Eindhalte van deze dag is N'Kob, maar we maken een belangrijke tussenstop bij het stadje Rissani. Net voor de stad is er een kort intermezzo om dromedarismelk te drinken. Minder vet en gezonder dan koeienmelk, maar het smaakt naar euh... melk. In Rissani verblijven we enkele uren om een aantal dingen te bezoeken en ook om te lunchen. Het belangrijkste bezoekje is wellicht het mausoleum van Moulay Ali Cherif. Hij is de grondlegger van de huidige koninklijke dynastie in Marokko en is naar verluidt een afstammeling van de profeet Mohamed. Daarom is dit mausoleum een bedevaartsoord voor veel moslims. Als niet-moslim mag je enkel de kleine tuin bewonderen en dan voelt zo'n bezoek toch wat leeg aan. 

Op donderdag is het marktdag in Rissani en er heerst dan ook een enorme bedrijvigheid in de plaatselijke souks. Die zijn trouwens verrassend groot en je kan hier dan ook een heleboel producten vinden. De schoonmoeders die ze in Marrakech wel verkochten heb ik hier niet gevonden, maar voor het overige vind je hier bijna alles. Bij sommige etenswaren kan er wel gediscussieerd worden over de versheid. Zo denk ik dat de vis een lange weg heeft afgelegd naar deze woestijnstad waardoor je beter even vegetariër wordt hier.
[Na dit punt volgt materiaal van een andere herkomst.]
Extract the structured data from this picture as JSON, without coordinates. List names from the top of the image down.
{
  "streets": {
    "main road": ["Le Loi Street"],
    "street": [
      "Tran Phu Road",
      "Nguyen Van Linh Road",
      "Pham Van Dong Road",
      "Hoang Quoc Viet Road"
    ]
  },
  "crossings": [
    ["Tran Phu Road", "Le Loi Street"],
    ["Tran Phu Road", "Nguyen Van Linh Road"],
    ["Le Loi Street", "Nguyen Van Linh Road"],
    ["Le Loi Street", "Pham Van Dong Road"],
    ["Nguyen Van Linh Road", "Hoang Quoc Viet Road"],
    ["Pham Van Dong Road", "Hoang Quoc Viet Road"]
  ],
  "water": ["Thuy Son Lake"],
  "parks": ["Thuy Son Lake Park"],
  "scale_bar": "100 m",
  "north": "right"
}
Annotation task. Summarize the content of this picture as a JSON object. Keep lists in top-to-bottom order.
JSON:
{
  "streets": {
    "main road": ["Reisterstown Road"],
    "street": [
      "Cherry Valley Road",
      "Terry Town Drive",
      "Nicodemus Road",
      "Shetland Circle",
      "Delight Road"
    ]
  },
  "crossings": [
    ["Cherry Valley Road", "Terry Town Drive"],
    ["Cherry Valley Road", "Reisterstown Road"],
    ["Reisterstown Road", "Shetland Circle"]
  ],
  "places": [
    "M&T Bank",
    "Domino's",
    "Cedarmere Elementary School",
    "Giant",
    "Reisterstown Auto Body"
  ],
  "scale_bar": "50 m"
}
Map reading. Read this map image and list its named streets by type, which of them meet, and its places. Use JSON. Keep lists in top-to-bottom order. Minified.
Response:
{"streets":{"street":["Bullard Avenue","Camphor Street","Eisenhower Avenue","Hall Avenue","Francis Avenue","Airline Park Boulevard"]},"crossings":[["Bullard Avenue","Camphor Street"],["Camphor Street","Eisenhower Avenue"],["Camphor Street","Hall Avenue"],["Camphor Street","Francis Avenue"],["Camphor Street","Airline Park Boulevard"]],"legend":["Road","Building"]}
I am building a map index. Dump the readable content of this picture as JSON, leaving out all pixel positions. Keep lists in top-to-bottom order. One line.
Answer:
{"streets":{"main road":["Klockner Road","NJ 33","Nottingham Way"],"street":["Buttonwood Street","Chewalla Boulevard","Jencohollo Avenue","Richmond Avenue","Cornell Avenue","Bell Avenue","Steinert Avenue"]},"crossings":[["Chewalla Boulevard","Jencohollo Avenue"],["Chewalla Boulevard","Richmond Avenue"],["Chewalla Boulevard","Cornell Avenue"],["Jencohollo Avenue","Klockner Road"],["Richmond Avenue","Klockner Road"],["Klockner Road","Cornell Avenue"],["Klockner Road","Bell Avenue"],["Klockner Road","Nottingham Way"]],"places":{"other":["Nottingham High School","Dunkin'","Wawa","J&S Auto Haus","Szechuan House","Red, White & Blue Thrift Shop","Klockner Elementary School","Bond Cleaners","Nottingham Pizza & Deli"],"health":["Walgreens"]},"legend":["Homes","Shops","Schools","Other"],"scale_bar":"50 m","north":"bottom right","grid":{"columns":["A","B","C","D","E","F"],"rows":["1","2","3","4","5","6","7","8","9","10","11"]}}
Net zoals gisteren haal ik niet veel plezier uit zo'n marktbezoek. Het is interessant om de marktkramers bezig te zien, maar op tien minuten ben ik wel uitgekeken. 

Op weg naar N'Kop is het landschap de grootste bezienswaardigheid van deze dag. Ik doop het zelf een spaghettiwesternlandschap: droge woestenij met nauwelijks vegetatie waar rotsen verscholen liggen in een stoffig decor. De rit door deze omgeving werkt hypnotiserend: traag, monotoon maar ook rustgevend. Die rust kan de chauffeur ook goed gebruiken, want hij is zenuwachtig voor morgen. De bergpas van Tizi n’Tichka is naar verluidt gesloten. Een omweg via Agadir is goed voor elf uur rijplezier. Gelukkig voor onze chauffeur heeft zijn schietgebedje gewerkt en moeten we morgen niet omrijden. 

Het laatste wapenfeit van de dag is een korte wandeling door de dadenpalmentuinen van N'Kob. Het is vergelijkbaar met de wandeling nabij de Todra-kloof, maar dan zonder de dramatiek van de kloof en bergrivier. Zonder plaatselijke gids is het even zoeken naar een begaanbare weg in deze mozaïek van tuinen, maar als die er niet is, verzinnen we die wel even. Na vier lange pendeldagen is het ontspannend om even de benen te strekken. Het plaatsje N'Kob heeft zelf weinig te bieden en de tocht door het stadscentrum gebeurt dan ook met een snelle mars. Dezelfde snelle mars die ook wordt gehanteerd voor deze korte reis door Marokko.